Fontanelle – Santa Maria di Leuca – Gallipoli
21.5.26: gestern sind wir auf dem Camping Fontanelle geblieben und durch den Wald zum «Foce dei Laghi Alimini» gelaufen. Danach über den Strand wieder zurück, überall sind sie am Vorbereiten für die «high season» (siehe Hintergrund, tausende Sonnenschirme). Kaum zu glauben, dass hier schon bald alles voller Menschen ist. Mittlerweile haben wir immer so zwischen 23-25 Grad, es windet, darum fühlt es sich kälter an.

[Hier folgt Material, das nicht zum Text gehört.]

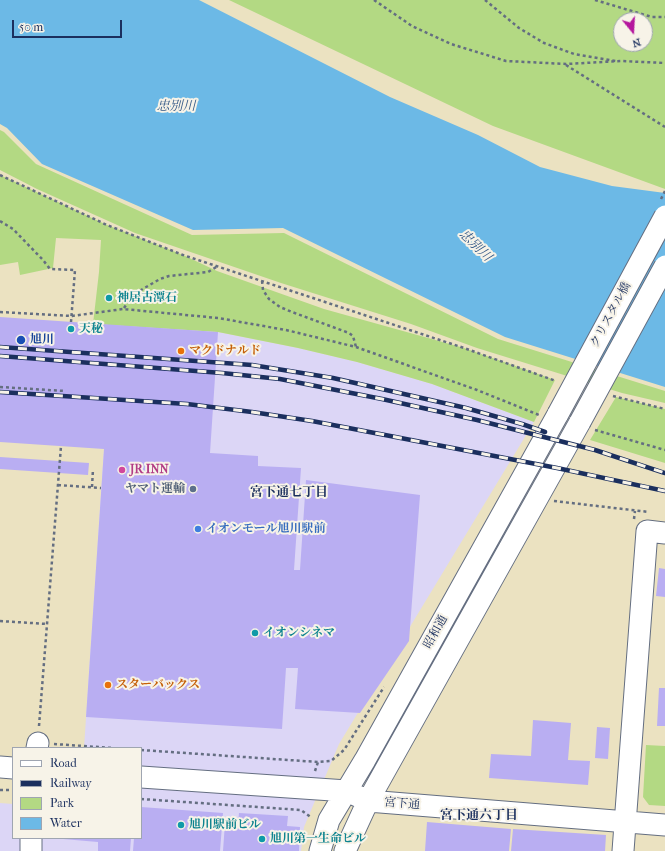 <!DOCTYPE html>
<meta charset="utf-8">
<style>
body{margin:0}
#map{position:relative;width:665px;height:851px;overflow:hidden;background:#ebe2c1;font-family:"IM FELL French Canon",serif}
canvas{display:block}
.legend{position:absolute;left:12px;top:747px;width:130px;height:92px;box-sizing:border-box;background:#f7f3e8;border:1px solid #9fa5b1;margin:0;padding:5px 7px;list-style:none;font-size:12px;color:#1b2f5e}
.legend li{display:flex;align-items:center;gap:8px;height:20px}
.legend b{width:20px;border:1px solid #9fa5b1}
.north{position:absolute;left:613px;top:12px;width:40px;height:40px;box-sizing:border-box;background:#f7f3e8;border:1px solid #9fa5b1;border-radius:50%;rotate:162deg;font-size:11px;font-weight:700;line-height:16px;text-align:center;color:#1b2f5e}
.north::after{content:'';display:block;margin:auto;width:14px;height:18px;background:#b5179e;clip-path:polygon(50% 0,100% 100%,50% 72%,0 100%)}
.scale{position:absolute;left:12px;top:20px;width:110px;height:18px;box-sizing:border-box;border:2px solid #1b2f5e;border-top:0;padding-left:5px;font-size:12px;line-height:14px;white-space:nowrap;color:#1b2f5e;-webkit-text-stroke:3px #f7f3e8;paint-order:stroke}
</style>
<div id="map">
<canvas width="665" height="851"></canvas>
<ul class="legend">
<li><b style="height:5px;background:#fff"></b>Road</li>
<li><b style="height:5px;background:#1b2f5e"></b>Railway</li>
<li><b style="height:11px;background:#b3d983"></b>Park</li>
<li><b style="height:11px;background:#6cb9e6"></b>Water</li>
</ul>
<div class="north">N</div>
<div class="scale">50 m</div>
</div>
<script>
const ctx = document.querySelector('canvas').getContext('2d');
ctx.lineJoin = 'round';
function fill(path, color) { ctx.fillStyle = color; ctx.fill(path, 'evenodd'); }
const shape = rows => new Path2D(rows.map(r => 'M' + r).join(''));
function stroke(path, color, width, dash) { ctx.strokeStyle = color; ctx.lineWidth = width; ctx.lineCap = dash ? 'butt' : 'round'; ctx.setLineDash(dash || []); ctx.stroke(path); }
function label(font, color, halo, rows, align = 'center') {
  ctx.font = font + ' "IM FELL French Canon","Noto Serif JP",serif'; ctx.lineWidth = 4; ctx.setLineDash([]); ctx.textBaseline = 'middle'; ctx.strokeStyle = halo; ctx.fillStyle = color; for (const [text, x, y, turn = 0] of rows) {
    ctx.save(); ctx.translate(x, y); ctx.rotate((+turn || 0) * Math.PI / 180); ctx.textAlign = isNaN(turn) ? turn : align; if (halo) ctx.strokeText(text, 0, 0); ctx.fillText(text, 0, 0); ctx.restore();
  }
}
const built = shape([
 [93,324,218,332,298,348,357,362,432,384,534,422,339,744,304,827,301,851,0,851,0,803,13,804,13,838,141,838,141,748,84,748,104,449]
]);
const green = shape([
 [229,0,665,0,665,189,493,126],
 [621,20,645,20,645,44,621,44],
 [0,130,4,132,36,164,192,235,284,233,498,339,665,391,665,403,622,393,477,348,411,324,281,283,135,233,37,189,0,170],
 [0,175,107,225,183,255,217,271,324,309,464,348,555,380,534,422,432,384,357,362,298,348,218,332,93,324,99,272,101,240,56,238,53,268,20,275,18,262,0,265],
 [616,397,665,409,665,463,590,440],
 [646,745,665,746,665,806,649,805,643,797]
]);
const water = shape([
 [0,0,199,0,390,97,478,135,540,167,612,186,665,193,665,387,505,337,283,228,193,230,42,164,7,128,0,124]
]);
const building = shape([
 [0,317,218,332,210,453,258,456,258,466,301,468,294,570,300,570,306,480,420,495,409,641,360,713,295,709,298,668,286,668,282,729,86,717,104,449,0,442],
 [0,457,89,463,88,475,0,469],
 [659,568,665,569,665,597,656,596],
 [659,688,665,688,665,726,657,726],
 [533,720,571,723,568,760,590,761,588,785,489,778,491,754,531,756],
 [597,727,610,728,608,759,595,758],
 [141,807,223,813,220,851,133,851,134,838,141,838],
 [239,813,288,816,287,826,300,827,299,851,223,851,225,823,238,824],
 [427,822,511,829,509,851,425,851],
 [513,829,606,835,605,851,511,851],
 [63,838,131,838,130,851,98,851,98,842,63,839]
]);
const path = shape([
 [374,0,412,26,451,44,506,61,566,64,621,61,665,63],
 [485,0,519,28,544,43,574,54,616,61],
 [595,0,652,17,665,17],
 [566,65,665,127],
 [0,175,107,225,183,255,464,348,556,381],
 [0,221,13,229,43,260,50,269,75,270,71,322],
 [262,281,263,290,269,299,280,307,292,312,349,333,353,336,356,347],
 [124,308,131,298,141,290,160,279,169,276,208,272,218,266],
 [0,312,72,316,123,309,218,318,286,330,356,347,477,390,539,415],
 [0,387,65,391],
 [613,396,665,409],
 [595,430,665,450],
 [58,485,101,488],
 [92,487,93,469],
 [554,501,649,512],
 [634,519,635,511],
 [0,621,47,624],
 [39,726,61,446],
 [54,744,113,748],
 [141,750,318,762,331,761,344,750,384,687],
 [315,771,318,762],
 [0,790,13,790],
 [141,799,301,810,312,818]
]);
const minor = shape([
 [37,748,38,743],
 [0,767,13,768],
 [141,777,347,791,368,801,665,825],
 [31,851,31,838],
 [320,851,329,820,365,760,558,414],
 [345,851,368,801,580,422],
 [623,851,647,531,665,533]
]);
const rail = shape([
 [0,347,252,365,333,378,466,408,522,424,545,432],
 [0,356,222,373,280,379,382,399,477,420,595,450,665,473],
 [0,392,187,404,252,412,312,421,557,468,665,491]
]);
const pathBridge = shape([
 [661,199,665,191]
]);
const minorBridge = shape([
 [558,414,665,216],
 [580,422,665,266]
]);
const markers = [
 [109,298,4,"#0f9aa8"],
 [71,329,4,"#0f9aa8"],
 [21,340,5,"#1a4fb4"],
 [181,351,4,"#e8710a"],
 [122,470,4,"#d1479c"],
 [193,489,4,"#5c6f8a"],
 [198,529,4,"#3f7fe0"],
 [255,633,4,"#0f9aa8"],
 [108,685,4,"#e8710a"],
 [181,825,4,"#0f9aa8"],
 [262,839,4,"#0f9aa8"]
];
const cultureNames = [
 ["神居古潭石",117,298],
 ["天秘",79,329],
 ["イオンシネマ",263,633],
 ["旭川駅前ビル",189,825],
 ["旭川第一生命ビル",270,839]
];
const streetNames = [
 ["クリスタル橋",611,315,-62],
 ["昭和通",436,632,-61],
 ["宮下通",402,804,5]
];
const transitNames = [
 ["旭川",30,340]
];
const foodNames = [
 ["マクドナルド",189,351],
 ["スターバックス",116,685]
];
const hotelNames = [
 ["JR INN",130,470]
];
const serviceNames = [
 ["ヤマト運輸",185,489]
];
const shopNames = [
 ["イオンモール旭川駅前",206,529]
];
const waterNames = [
 ["忠別川",176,107],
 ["忠別川",475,246,44]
];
const neighbourhoodNames = [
 ["宮下通七丁目",289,493],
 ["宮下通六丁目",479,816]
];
fill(built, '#dcd6f6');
fill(green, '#b3d983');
fill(water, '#6cb9e6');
fill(building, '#b9aef2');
stroke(minor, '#646e81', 23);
stroke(path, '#646e81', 2.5, [3, 3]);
stroke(minor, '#fff', 21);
stroke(rail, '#1b2f5e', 4.5);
stroke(rail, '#f7f3e8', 3, [9]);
stroke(minorBridge, '#646e81', 23, []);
stroke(pathBridge, '#646e81', 2.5, [3, 3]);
stroke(minorBridge, '#fff', 21);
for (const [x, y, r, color] of markers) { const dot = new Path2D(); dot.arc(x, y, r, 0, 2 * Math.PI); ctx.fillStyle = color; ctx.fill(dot); stroke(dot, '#f7f3e8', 1.5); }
label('bold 12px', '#0d838f', '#f7f3e8', cultureNames, 'left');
label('12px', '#1b2f5e', '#f7f3e8', streetNames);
label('bold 12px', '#164399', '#f7f3e8', transitNames, 'left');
label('bold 12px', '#c56008', '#f7f3e8', foodNames, 'left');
label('bold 12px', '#b23c85', '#f7f3e8', hotelNames, 'left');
label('bold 12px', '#4e5e75', '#f7f3e8', serviceNames, 'right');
label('bold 12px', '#366cbe', '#f7f3e8', shopNames, 'left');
label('italic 13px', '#335887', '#f7f3e8', waterNames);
label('bold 13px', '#1b2f5e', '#f7f3e8', neighbourhoodNames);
</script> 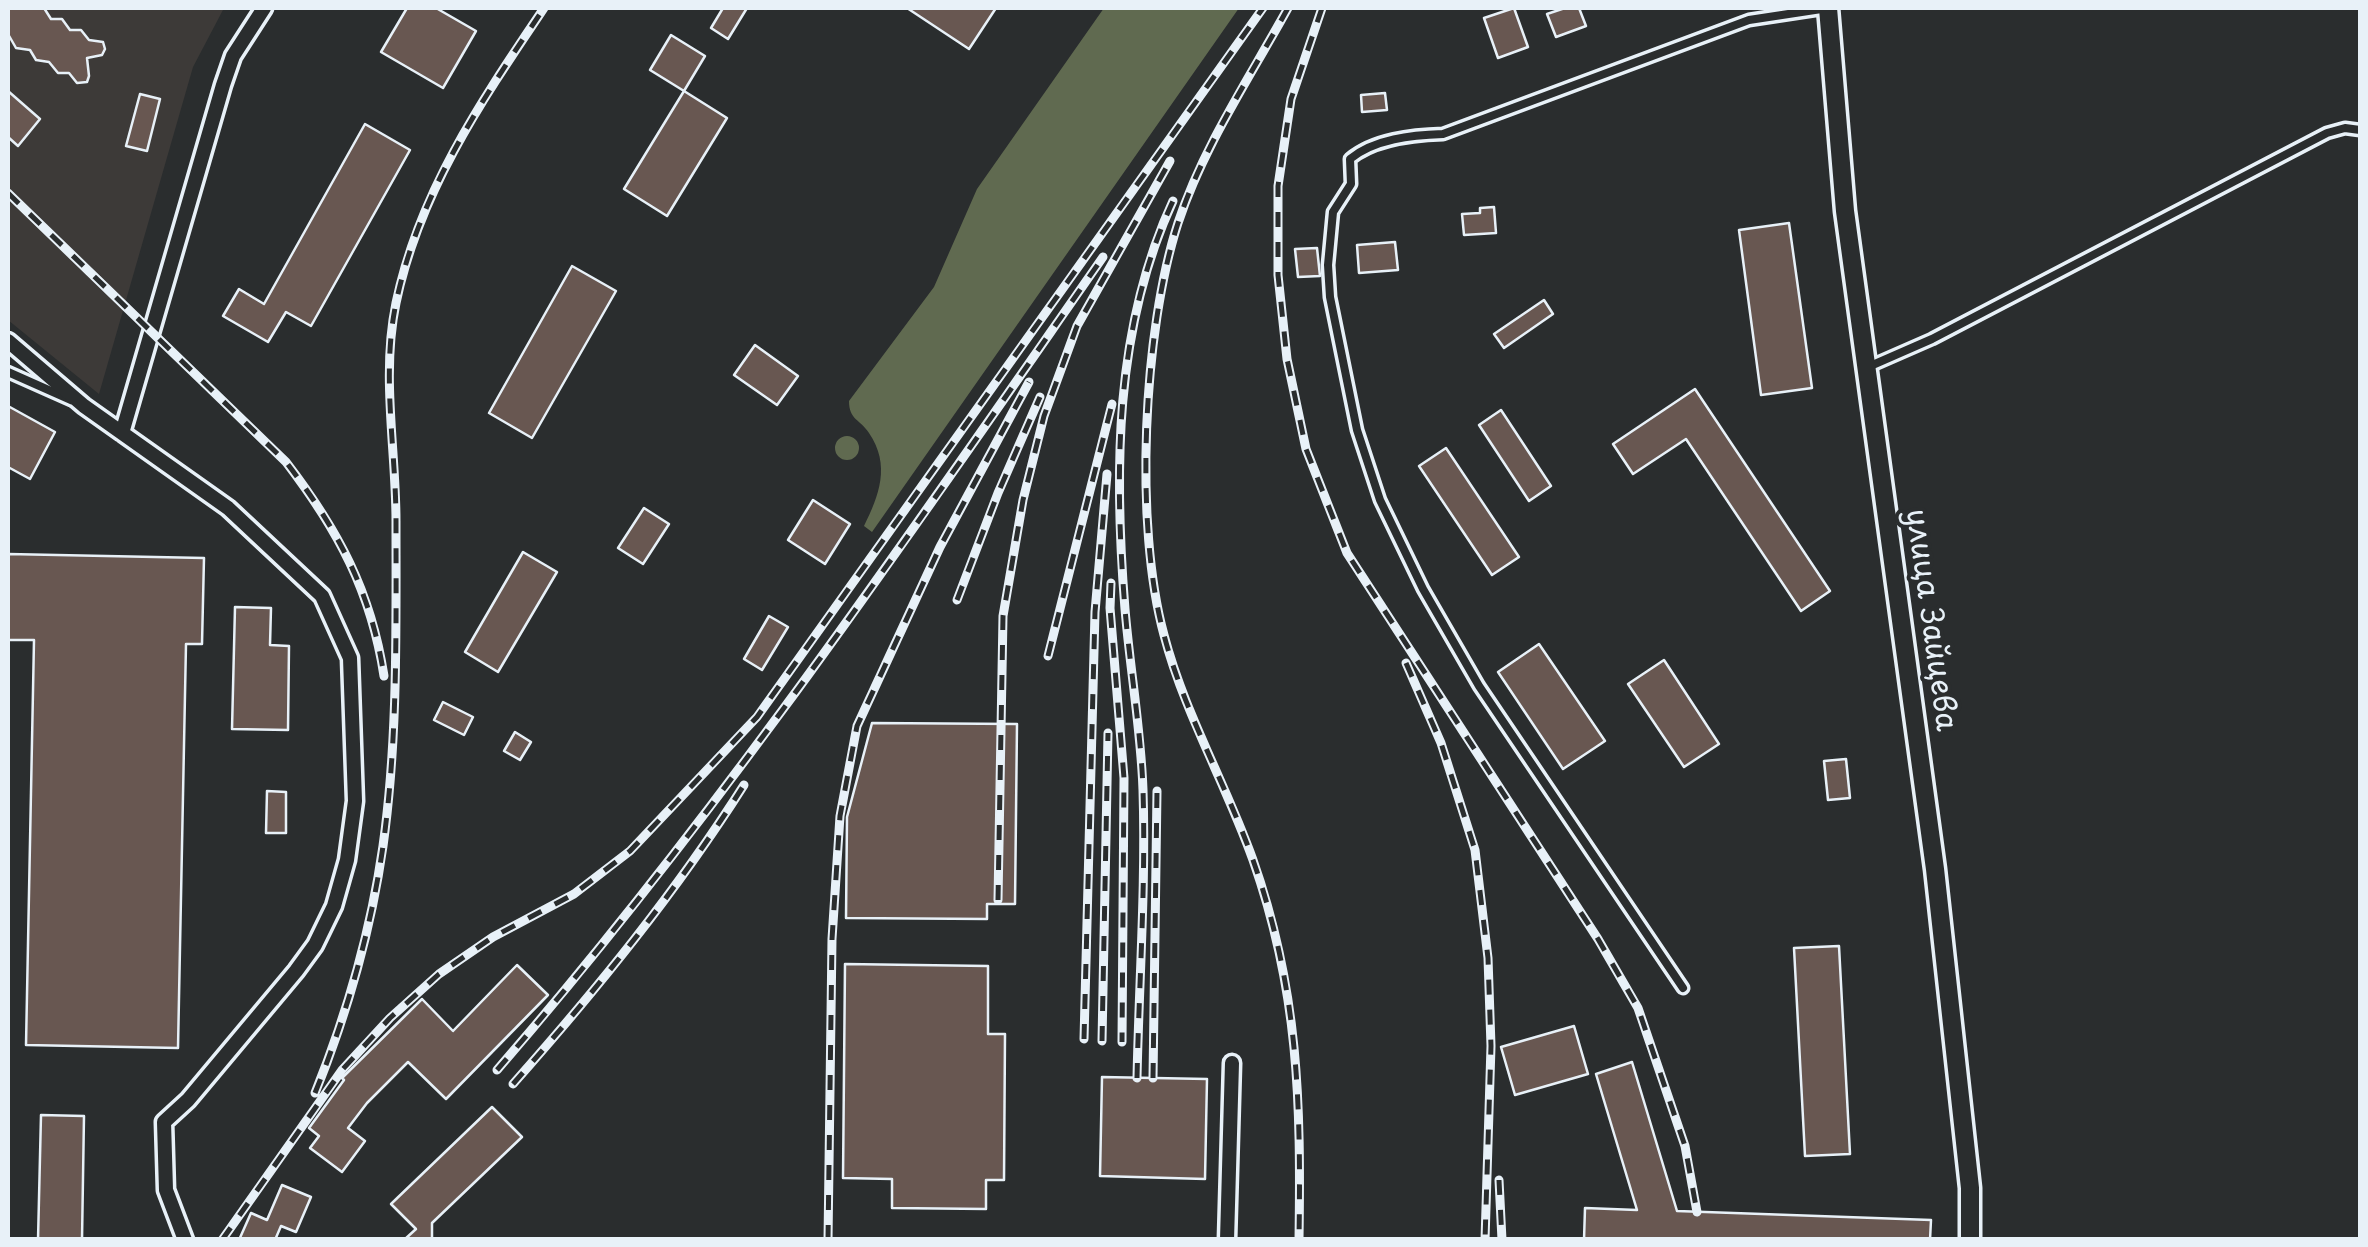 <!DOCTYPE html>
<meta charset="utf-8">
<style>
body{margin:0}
#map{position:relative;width:2368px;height:1247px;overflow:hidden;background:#2a2d2e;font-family:"Playpen Sans",sans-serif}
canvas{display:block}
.frame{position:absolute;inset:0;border:10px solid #e8f1f8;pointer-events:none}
</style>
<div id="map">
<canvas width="2368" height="1247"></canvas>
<div class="frame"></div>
</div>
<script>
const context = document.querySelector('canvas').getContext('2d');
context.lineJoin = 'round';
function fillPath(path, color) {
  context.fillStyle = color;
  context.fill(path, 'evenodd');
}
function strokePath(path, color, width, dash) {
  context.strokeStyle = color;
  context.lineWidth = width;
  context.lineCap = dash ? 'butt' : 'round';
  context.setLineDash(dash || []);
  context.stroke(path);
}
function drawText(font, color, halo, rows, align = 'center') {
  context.font = font + ' "Playpen Sans",sans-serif';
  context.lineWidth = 8;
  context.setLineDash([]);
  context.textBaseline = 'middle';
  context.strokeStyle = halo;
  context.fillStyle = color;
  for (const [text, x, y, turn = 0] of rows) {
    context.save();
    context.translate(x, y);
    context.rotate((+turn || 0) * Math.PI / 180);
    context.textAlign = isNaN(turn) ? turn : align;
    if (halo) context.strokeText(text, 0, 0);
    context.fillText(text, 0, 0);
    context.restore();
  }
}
const built = new Path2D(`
 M8,8H224L193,67L99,394L8,320Z`);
const green = new Path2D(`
 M1104,8H1239L872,532L864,526C879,496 891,465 869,433C860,419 849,420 849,401L934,287L977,189Z
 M835 448a12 12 0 1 1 24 0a12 12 0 1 1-24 0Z`);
const building = new Path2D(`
 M8,8H44L51,19H62L70,30H81L89,40L103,42L105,49L102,55L87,58L89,76L87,82L77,83L69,73H58L49,62L36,60L30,50L16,48L8,34Z
 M407,8H436L476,31L443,88L381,52Z
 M723,8H747L728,39L711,28Z
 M907,8H996L969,49Z
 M1514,8L1528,47L1498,58L1484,18Z
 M1565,8H1579L1586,26L1556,37L1547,14Z
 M671,35L705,56L684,91L650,70Z
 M8,91L40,119L18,146L8,137Z
 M684,91L727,118L667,216L624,189Z
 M1385,93L1387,110L1362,112L1361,95Z
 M140,94L160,99L147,151L126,146Z
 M365,124L410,150L311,326L286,312L268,342L223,316L239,289L264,304Z
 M1494,207L1496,233L1464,235L1462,214L1480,213V208Z
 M1789,223L1812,388L1761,395L1739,230Z
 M1395,242L1398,270L1359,273L1357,245Z
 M1317,248L1320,276L1298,277L1295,249Z
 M572,266L616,291L532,438L489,413Z
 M1544,300L1553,314L1504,348L1494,334Z
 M755,345L798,376L777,405L734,375Z
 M1695,389L1830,591L1801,611L1686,439L1633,474L1613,444Z
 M8,406L55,432L30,479L8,467Z
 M1501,410L1551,486L1529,501L1479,425Z
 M1446,448L1519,557L1492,575L1419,466Z
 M813,500L850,524L825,564L788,540Z
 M644,508L669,524L643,564L618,548Z
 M523,552L557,572L498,672L465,652Z
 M8,554L204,558L202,644H186L178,1048L26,1045L34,640H8Z
 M235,607L271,608L270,645L289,646L288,730L232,729Z
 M769,616L788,627L762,670L744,659Z
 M1539,644L1605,741L1563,769L1498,672Z
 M1664,660L1719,744L1684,767L1628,684Z
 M443,702L473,717L464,735L434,720Z
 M872,723L1017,724L1015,904H987V919L846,918L847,817Z
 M515,732L531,742L520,760L504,751Z
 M1846,759L1850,798L1828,800L1824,761Z
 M267,791L286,792V833H266Z
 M1839,946L1850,1154L1805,1156L1794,948Z
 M845,964L988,966V1034H1005L1004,1180H986V1209L892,1208V1179L843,1178Z
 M517,965L548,995L446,1099L408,1062L367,1103L348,1128L365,1141L342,1172L310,1148L319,1136L309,1128L344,1080L342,1078L422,999L453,1031Z
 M1574,1026L1588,1074L1515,1095L1501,1047Z
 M1632,1062L1677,1211L1931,1220L1930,1240H1584L1585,1208L1637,1210L1596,1074Z
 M1102,1077L1207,1079L1205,1179L1100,1176Z
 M492,1107L522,1137L432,1223V1240H404L416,1229L391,1204Z
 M41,1115L84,1116L82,1240H38Z
 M282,1185L311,1197L296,1232L281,1226L275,1240H239L251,1213L267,1220Z`);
const service = new Path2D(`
 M1868,367L1932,339L2327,133L2345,128L2360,130
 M8,372L71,400
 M1683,988L1479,686L1423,589L1380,500L1357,430L1330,297L1328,265L1333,212L1351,184L1350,159C1374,139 1412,135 1443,134L1749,20L1828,8`);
const minor = new Path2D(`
 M8,341L84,406L228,508L322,596L350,658L355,801L347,860L334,906L315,945L296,971L188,1100L164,1122L166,1190L185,1240
 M122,433L223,85L233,56L264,8
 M1227,1240L1232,1063`);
const tertiary = new Path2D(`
 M1828,8L1845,211L1935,869L1970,1188V1240`);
const rail = new Path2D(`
 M1288,8C1250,77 1203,147 1178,223C1143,331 1134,525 1164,635C1184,712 1226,784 1253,860C1299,991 1301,1103 1299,1240
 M1322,8L1291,99L1278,186V275L1287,359L1306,449L1347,553L1598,939L1638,1008L1685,1146L1697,1212
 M8,193L286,462C338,530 371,591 384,676
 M1111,583L1110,608L1124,778L1122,1042
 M957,600L998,493L1040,397
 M1048,656L1112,404
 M1406,663L1441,743L1475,850L1488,958L1491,1046L1485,1240
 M998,900L1003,616L1023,500L1044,416L1077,326L1170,161
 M1084,1039L1095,612L1107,474
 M1102,1041L1108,733
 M497,1070C719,814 909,535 1103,257
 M1137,1078C1139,982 1146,885 1143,790C1141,730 1130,669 1125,609C1114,473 1114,328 1173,201
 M1153,1078L1157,791
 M513,1084C597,989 676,892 744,785
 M315,1093C347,1014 371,930 383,846C398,739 396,629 396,521C396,449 381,375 396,303C419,192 482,100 544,8
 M1499,1180L1502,1240
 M222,1240L342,1070L390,1018L439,974L493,937L574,894L630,851L757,717L1263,8
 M828,1240L832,939L840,816L857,726L940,547L1029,382`);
const streetNames = [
 ["улица Зайцева",1930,620,82]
];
fillPath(built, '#3d3a38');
fillPath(green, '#606a50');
fillPath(building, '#685751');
strokePath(building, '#e8f1f8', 2.5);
strokePath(service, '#e8f1f8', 15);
strokePath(minor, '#e8f1f8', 21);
strokePath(tertiary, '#e8f1f8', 25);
strokePath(service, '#2a2d2e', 8);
strokePath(minor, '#2a2d2e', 14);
strokePath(tertiary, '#2a2d2e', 18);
strokePath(rail, '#e8f1f8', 9);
strokePath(rail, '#2a2d2e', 5, [15]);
drawText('30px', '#e8f1f8', '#2a2d2e', streetNames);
</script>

Heute Morgen fahren wir um 9.30 Uhr vom Campingplatz weg. Vorher noch auschecken (ich), Henä Grauwasser leeren und Trinkwasser füllen – tja, das gehört auch zu den Ferien mit Camper.

Nach 5 Minuten halten wir beim Market, wo wir schon vorher eingekauft hatten und holen uns 6 Flaschen Rotwein, weil der war richtig gut. Auch AdBlue finden wir an der nächsten Tankstelle:

Unser heutiges Ziel ist der südlichste Teil von Apulien: Santa Maria di Leuca. Hier gibt es schöne Grotten. Wir machen einen kurzen Spaziergang und wollen dann weiter nach Gallipoli. Wir nehmen absichtlich die Küstenstrasse, was ziemlich holprig wird. Das Gerumpel macht uns hungrig, doch leider sind noch nicht viele Restaurants offen oder nicht appetitlich. Doch plötzlich sehen wir in Capilungo von Weitem eine Terrasse mit ein paar Leuten, wir halten sofort beim «Sunset Café» an. Wunderschön hier, das Essen auch toll (Thonsalat).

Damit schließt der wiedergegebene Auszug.